Aproximándome a un objeto-sonido
Con cierto desasosiego espero que llegue el final de la madrugada para comenzar a escribir este texto; quiero hacerlo escuchando una canción de Chico Buarque. No tengo ninguna sospecha de que ese último minuto, anterior al amanecer, sea la señal para sentarme, café en mano, en el gran sofá rojo y levitar al oír la canción que sale desde el vientre del equipo de sonido. Siento como va apareciendo ese ritmo de placer que se desnuda ante mí y me envuelve una vez más. Olvido por un momento mi necesidad de escribir y de mirarme, reflexionar conceptualmente desde la experiencia, lo del sonido quiero decir, más aún lo del sonido de las palabras.

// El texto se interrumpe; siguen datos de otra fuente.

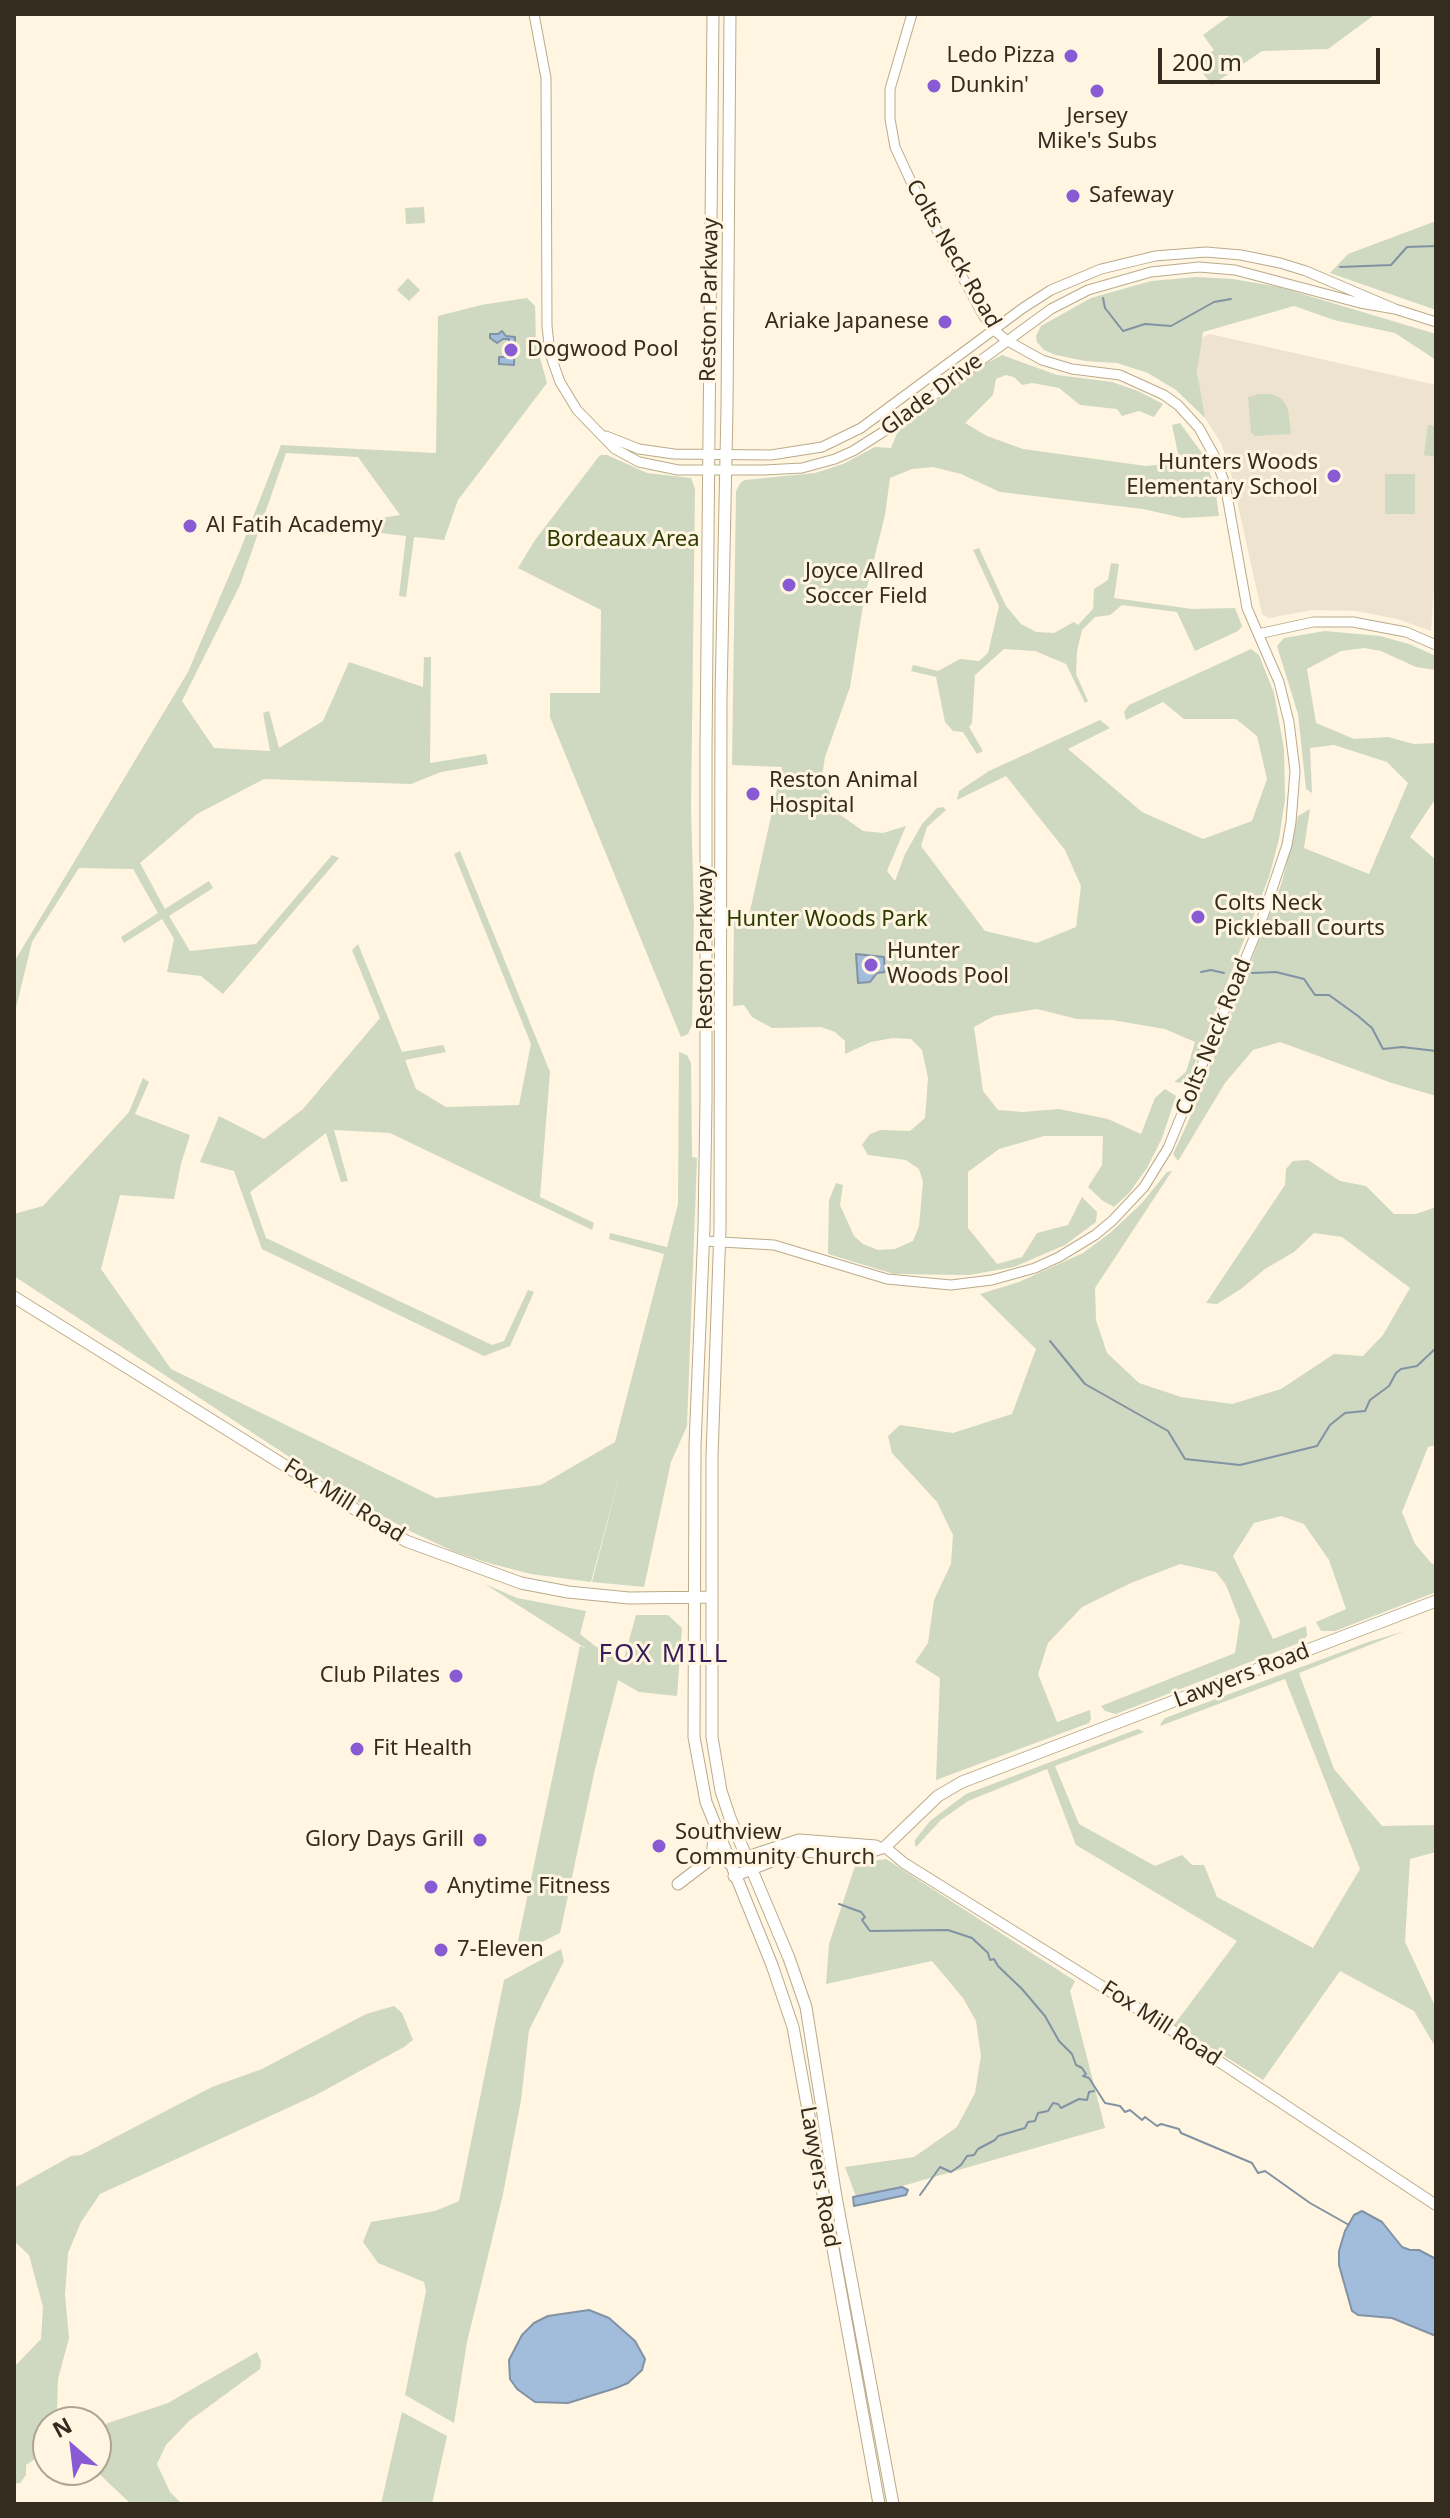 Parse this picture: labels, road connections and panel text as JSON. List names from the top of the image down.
{
  "streets": {
    "main road": ["Reston Parkway", "Fox Mill Road", "Lawyers Road"],
    "street": ["Colts Neck Road", "Glade Drive"]
  },
  "crossings": [
    ["Colts Neck Road", "Reston Parkway"],
    ["Colts Neck Road", "Glade Drive"],
    ["Reston Parkway", "Glade Drive"],
    ["Reston Parkway", "Fox Mill Road"],
    ["Reston Parkway", "Lawyers Road"],
    ["Fox Mill Road", "Lawyers Road"]
  ],
  "districts": ["FOX MILL"],
  "parks": ["Bordeaux Area", "Hunter Woods Park"],
  "places": [
    "Ledo Pizza",
    "Dunkin'",
    "Jersey Mike's Subs",
    "Safeway",
    "Ariake Japanese",
    "Dogwood Pool",
    "Hunters Woods Elementary School",
    "Al Fatih Academy",
    "Joyce Allred Soccer Field",
    "Reston Animal Hospital",
    "Colts Neck Pickleball Courts",
    "Hunter Woods Pool",
    "Club Pilates",
    "Fit Health",
    "Glory Days Grill",
    "Southview Community Church",
    "Anytime Fitness",
    "7-Eleven"
  ],
  "scale_bar": "200 m",
  "north": "top left"
} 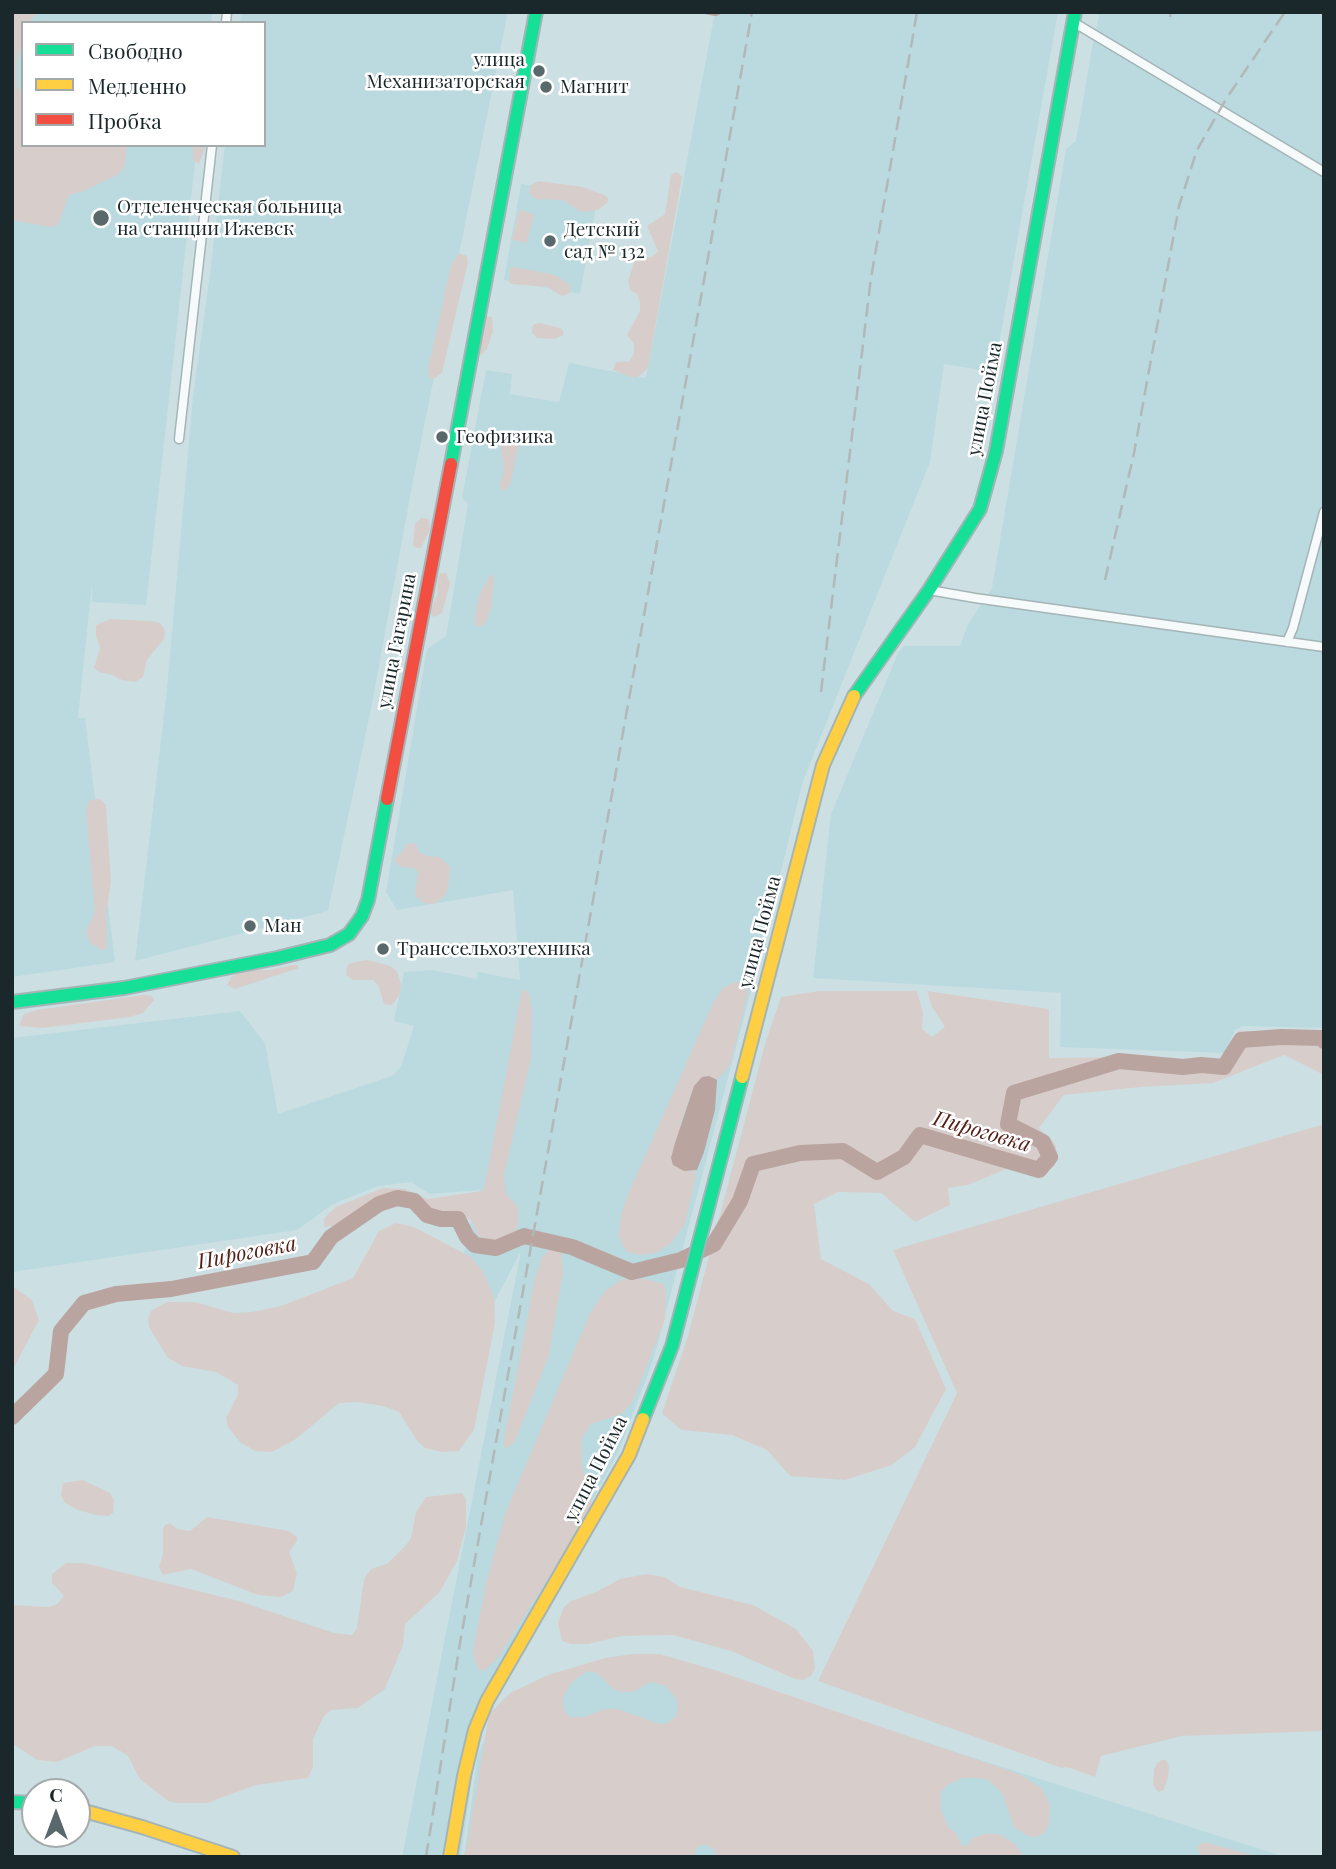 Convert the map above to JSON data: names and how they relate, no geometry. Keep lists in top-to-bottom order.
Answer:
{
  "streets": {
    "main road": ["улица Пойма", "улица Гагарина"]
  },
  "water": ["Пироговка"],
  "places": [
    "улица Механизаторская",
    "Магнит",
    "Отделенческая больница на станции Ижевск",
    "Детский сад № 132",
    "Геофизика",
    "Ман",
    "Транссельхозтехника"
  ],
  "legend": ["Свободно", "Медленно", "Пробка"],
  "north": "top"
} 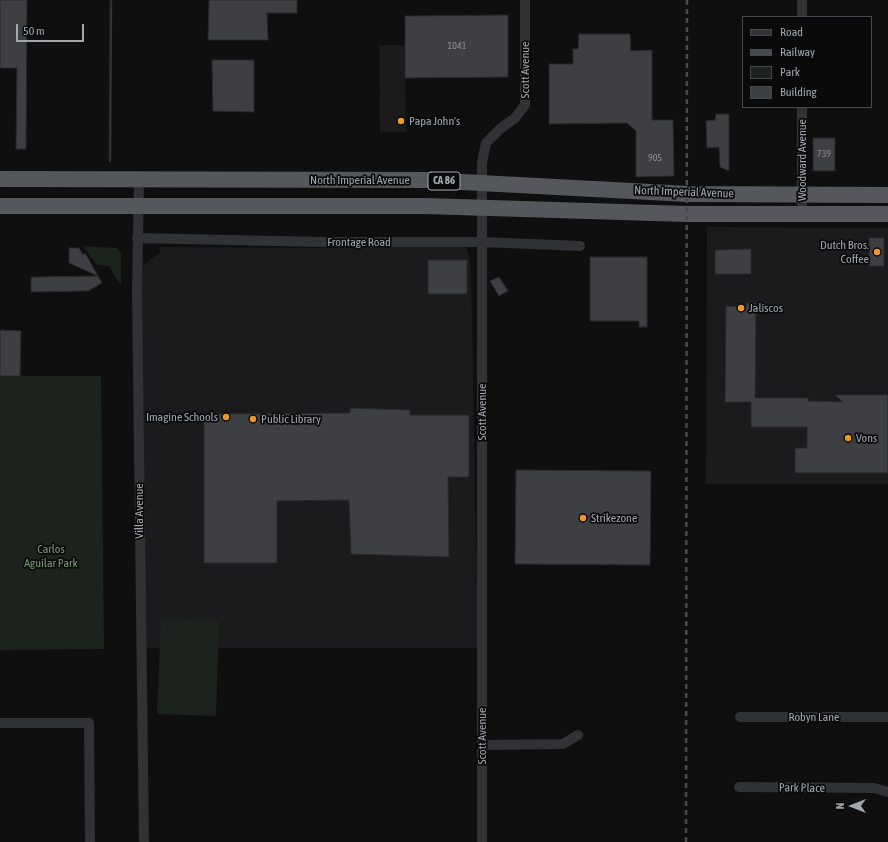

Esa voz entreteje lentamente mi pensamiento y aunque no se asoman los dolores, comienzo a llorar. ¿Es una voz invocante que me incita a mirar (me)? ¿A qué me incita a mirar?
Cada vez que escucho esa voz que canta descubro un elemento nuevo, una sonoridad no antes escuchada, una armonía diferente, una melodía escondida
Me conecto con una canción que no fue hecha para mí ¿Cómo puedo sentir de esa manera al escucharla? ¿Qué elementos se mueven dentro de mí? Lo erótico, lo nostálgico. ¿Podríamos hablar de placer? ¿Por qué es placer? Ese acto de escuchar esa voz es un acto de placer, como goce, disfrute espiritual. Sin embargo, ¿Qué deseo me alienta? Podemos hablar de una voluptuosidad en los sonidos de la palabra escuchada a través de la voz ¿Podría alguien sentir esta canción de la misma manera? ¿Exactamente? ¿Qué me dicen los silencios?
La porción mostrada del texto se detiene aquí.